| Directions |
The required lines are those that contain "turn"; pull them out of the data and copy them.

| Records shown |
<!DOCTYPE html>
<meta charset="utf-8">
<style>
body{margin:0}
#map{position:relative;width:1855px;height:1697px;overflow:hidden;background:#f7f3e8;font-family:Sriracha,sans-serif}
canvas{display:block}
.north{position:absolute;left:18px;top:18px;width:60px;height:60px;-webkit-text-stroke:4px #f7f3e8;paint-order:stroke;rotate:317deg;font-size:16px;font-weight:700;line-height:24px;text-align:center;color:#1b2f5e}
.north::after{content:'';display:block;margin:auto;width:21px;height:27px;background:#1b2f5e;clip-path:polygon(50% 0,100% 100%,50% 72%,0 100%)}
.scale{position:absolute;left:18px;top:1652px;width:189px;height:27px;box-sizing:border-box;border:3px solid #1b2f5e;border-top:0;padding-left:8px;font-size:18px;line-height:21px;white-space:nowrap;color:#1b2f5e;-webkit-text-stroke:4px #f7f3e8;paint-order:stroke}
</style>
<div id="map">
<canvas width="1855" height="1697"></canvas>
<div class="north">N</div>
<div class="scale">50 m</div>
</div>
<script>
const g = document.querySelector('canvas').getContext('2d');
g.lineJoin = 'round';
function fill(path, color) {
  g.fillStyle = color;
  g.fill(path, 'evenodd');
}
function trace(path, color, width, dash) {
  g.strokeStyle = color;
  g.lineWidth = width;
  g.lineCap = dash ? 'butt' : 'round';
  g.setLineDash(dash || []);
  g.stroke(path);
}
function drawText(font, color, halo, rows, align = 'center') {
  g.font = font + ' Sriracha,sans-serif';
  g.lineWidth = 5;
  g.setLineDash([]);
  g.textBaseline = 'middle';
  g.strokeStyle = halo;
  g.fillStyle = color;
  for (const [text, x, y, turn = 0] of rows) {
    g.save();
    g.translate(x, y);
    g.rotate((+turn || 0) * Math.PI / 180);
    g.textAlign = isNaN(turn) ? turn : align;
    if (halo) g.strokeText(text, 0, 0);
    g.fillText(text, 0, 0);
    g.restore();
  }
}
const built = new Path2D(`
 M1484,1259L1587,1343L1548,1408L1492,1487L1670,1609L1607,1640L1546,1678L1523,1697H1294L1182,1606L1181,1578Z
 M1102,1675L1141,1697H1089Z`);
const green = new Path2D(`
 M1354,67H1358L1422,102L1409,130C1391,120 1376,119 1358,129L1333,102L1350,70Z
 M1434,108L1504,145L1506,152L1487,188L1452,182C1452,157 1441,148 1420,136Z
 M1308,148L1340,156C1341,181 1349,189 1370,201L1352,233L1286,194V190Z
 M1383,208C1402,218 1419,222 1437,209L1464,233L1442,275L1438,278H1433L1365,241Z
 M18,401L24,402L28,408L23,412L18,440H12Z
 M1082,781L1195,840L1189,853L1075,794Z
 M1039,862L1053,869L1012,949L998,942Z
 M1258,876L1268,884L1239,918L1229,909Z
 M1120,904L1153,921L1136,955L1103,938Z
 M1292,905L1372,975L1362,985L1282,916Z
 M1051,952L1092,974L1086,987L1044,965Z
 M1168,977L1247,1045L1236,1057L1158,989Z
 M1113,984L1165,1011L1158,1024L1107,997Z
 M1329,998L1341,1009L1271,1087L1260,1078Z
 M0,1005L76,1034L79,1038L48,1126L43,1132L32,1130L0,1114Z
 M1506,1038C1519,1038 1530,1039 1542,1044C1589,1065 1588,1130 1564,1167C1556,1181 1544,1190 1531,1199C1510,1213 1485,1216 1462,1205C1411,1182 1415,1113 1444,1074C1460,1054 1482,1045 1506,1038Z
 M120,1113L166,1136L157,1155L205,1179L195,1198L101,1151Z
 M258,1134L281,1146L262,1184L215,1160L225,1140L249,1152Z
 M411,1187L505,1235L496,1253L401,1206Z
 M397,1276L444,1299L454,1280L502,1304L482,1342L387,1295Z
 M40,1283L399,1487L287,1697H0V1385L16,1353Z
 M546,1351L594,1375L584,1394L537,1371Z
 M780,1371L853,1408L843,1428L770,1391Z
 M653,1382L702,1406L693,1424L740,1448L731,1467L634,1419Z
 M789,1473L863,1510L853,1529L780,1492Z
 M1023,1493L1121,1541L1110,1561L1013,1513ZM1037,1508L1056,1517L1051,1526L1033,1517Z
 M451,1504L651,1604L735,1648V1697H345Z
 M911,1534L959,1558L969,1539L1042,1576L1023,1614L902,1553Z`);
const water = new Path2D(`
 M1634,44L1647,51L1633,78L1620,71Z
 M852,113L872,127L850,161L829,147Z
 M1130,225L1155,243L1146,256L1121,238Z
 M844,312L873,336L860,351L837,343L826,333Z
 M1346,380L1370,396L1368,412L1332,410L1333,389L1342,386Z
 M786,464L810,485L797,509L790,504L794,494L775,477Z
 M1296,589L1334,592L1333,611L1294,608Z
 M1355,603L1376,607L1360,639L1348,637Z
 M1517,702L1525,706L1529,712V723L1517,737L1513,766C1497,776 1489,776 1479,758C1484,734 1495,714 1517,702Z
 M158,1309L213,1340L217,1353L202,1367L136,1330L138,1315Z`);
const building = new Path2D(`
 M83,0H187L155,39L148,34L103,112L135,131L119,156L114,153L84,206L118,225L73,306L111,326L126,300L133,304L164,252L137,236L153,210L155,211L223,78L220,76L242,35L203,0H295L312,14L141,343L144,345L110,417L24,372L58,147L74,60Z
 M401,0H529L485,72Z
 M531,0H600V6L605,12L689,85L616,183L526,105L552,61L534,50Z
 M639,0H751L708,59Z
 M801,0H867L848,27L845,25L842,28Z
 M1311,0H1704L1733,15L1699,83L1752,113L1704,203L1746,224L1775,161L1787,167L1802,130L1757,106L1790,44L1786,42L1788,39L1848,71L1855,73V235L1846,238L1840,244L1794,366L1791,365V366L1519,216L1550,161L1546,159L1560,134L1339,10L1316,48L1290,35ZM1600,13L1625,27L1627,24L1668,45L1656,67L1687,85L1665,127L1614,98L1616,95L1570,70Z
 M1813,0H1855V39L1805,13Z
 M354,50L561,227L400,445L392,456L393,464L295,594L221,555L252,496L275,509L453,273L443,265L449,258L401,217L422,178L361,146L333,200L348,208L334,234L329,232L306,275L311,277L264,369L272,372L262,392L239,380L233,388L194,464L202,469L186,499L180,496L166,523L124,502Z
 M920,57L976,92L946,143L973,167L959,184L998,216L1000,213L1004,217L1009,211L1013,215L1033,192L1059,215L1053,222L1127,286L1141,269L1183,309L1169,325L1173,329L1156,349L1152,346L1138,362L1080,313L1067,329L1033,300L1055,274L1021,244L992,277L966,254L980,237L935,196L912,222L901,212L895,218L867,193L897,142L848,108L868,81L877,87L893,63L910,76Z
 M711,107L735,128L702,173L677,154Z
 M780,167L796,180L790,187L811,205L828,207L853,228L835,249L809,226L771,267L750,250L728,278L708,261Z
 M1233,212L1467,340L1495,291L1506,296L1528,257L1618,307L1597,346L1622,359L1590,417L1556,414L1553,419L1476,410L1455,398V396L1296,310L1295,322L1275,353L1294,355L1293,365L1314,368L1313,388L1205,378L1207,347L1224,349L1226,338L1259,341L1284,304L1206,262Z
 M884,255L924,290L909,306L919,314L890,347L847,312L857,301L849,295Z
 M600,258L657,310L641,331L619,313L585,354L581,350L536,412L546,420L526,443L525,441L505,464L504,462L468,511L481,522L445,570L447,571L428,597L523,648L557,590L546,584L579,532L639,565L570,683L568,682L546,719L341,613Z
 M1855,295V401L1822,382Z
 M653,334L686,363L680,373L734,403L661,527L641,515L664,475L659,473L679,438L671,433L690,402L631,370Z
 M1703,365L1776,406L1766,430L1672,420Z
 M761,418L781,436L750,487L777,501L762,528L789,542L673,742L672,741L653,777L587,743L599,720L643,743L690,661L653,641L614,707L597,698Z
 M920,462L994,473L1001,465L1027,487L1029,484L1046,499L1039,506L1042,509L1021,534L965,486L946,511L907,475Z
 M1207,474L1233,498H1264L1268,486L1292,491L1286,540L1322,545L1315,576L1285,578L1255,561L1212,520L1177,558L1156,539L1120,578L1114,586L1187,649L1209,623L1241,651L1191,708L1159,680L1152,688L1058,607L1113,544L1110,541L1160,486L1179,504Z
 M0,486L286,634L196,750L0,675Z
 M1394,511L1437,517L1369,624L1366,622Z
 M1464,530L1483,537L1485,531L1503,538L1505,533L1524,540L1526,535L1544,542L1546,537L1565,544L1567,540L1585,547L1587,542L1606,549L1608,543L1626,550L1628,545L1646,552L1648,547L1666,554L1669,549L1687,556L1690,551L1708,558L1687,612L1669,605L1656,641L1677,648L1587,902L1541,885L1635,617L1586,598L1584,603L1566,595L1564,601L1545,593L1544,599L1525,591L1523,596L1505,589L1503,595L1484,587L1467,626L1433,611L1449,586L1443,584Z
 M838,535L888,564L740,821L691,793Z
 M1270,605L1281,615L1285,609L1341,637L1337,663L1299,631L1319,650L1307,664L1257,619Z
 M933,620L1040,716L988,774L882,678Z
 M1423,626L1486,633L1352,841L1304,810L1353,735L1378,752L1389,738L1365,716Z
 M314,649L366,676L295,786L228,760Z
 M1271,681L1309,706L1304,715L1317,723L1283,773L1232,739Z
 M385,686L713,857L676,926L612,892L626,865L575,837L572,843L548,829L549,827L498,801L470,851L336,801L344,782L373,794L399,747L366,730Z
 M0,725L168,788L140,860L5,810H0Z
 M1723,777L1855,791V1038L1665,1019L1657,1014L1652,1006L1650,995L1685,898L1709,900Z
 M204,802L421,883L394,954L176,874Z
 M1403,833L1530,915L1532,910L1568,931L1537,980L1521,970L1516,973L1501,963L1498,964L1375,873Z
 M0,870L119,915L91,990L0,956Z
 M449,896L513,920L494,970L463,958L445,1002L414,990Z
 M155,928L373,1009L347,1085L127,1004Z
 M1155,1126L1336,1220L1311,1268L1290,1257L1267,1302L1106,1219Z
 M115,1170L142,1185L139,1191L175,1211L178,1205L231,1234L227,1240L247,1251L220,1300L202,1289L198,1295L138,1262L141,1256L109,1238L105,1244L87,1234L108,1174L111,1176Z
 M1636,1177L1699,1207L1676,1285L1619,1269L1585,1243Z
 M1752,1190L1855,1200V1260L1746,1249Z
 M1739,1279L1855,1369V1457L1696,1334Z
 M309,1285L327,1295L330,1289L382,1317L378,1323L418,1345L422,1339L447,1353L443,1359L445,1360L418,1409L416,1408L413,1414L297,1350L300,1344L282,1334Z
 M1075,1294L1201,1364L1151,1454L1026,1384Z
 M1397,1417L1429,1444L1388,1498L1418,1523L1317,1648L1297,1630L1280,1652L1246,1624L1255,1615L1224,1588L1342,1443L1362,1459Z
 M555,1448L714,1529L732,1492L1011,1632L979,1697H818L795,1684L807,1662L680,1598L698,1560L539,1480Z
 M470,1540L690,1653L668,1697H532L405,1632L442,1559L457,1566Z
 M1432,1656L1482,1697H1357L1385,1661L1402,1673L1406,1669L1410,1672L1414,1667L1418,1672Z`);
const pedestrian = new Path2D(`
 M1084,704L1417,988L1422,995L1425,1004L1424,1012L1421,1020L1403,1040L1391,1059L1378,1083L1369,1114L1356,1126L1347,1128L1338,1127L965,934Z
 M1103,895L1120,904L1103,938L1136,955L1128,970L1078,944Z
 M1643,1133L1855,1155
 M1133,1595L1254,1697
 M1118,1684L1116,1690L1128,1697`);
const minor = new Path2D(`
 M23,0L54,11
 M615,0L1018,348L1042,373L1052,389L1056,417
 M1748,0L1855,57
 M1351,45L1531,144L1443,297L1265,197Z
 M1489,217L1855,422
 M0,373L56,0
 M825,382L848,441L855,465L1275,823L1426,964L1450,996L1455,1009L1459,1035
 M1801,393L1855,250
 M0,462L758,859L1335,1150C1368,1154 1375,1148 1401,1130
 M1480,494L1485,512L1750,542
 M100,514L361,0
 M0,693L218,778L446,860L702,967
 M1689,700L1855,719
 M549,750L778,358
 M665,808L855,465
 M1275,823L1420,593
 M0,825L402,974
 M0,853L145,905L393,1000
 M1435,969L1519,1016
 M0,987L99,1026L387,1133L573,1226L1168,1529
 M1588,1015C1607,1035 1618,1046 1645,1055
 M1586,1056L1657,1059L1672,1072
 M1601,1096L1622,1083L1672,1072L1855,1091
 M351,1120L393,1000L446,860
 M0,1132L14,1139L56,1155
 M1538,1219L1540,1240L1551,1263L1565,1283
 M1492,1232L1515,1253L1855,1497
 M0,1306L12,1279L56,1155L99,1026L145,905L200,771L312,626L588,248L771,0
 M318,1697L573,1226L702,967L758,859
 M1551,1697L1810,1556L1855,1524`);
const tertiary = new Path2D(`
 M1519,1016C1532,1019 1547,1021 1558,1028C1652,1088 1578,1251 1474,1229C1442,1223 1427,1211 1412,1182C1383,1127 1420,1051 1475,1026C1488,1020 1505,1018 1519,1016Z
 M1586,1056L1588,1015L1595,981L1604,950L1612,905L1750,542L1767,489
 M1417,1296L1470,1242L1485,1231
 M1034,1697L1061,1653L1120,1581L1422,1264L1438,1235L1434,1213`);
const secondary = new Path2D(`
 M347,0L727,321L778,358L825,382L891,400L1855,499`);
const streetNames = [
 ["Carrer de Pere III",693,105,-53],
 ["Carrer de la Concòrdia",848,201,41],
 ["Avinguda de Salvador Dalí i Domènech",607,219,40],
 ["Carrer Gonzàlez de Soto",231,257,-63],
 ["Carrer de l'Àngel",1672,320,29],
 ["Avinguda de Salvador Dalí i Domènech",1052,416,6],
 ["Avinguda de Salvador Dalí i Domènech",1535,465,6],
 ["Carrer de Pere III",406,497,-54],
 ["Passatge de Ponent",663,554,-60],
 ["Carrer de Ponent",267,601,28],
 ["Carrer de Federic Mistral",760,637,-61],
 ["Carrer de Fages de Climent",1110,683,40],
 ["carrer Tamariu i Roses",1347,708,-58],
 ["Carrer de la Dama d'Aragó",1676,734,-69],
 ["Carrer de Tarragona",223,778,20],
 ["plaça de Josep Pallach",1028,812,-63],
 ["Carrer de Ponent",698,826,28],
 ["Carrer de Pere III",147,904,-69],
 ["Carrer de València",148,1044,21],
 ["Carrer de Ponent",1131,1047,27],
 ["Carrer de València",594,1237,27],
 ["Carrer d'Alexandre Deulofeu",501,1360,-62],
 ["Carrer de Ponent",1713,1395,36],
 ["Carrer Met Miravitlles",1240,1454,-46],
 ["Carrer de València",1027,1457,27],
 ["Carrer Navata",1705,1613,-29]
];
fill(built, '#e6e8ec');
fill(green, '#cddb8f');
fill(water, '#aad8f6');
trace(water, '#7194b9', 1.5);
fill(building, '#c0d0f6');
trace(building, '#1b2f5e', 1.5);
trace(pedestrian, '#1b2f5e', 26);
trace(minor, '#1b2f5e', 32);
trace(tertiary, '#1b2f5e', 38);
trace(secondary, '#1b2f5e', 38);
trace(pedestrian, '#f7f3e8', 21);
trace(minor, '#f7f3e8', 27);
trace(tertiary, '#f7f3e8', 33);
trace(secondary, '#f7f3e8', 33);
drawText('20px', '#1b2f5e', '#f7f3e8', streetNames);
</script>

| Solution for this problem |
  for (const [text, x, y, turn = 0] of rows) {
    g.rotate((+turn || 0) * Math.PI / 180);
    g.textAlign = isNaN(turn) ? turn : align;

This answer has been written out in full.